__Work instruction__:
Among the entries below, find every line that has "left" and pull it out.

Dataset entries:

--------------------------------

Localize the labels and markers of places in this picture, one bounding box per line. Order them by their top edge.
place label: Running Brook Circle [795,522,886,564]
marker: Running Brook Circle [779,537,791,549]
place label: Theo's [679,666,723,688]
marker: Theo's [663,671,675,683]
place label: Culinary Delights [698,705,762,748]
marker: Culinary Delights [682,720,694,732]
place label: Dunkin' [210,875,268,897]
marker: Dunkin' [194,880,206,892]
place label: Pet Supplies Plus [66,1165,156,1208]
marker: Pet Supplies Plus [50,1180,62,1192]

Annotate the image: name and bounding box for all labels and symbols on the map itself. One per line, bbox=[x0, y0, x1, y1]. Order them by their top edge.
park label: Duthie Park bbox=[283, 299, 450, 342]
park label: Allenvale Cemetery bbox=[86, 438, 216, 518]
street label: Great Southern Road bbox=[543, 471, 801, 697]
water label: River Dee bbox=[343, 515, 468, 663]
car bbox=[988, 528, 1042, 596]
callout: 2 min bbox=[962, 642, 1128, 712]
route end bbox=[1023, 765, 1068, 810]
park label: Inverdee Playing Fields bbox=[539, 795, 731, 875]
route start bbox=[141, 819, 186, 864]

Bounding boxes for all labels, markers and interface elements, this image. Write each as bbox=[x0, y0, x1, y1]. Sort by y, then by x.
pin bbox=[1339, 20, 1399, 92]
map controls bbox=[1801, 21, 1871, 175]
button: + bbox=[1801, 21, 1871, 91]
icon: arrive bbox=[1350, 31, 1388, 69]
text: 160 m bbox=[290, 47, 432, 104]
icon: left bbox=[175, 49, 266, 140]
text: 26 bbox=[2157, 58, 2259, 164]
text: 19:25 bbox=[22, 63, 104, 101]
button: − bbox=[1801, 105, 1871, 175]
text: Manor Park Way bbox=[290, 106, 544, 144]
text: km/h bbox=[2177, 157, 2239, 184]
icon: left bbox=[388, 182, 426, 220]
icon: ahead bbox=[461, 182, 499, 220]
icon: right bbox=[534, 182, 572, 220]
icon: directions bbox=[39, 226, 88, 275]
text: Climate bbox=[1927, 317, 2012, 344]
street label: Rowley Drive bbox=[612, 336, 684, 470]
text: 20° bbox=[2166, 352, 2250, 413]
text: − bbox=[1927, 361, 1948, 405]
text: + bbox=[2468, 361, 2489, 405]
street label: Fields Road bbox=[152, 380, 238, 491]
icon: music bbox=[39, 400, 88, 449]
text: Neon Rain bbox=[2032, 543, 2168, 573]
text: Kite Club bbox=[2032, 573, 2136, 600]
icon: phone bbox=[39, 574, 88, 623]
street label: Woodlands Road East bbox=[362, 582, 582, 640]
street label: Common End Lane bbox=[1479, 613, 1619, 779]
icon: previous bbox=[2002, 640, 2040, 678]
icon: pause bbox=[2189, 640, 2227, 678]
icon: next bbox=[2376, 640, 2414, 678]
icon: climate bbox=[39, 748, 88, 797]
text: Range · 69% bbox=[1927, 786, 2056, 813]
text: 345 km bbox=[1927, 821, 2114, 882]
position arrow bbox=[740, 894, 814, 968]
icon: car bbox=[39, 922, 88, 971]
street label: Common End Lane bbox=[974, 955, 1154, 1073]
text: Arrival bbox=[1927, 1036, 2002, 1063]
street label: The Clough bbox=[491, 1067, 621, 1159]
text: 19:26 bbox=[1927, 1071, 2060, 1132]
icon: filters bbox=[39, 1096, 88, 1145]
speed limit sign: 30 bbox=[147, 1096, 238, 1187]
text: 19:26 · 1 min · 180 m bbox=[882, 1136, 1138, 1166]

--------------------------------

__Problem solution__:
icon: left bbox=[175, 49, 266, 140]
icon: left bbox=[388, 182, 426, 220]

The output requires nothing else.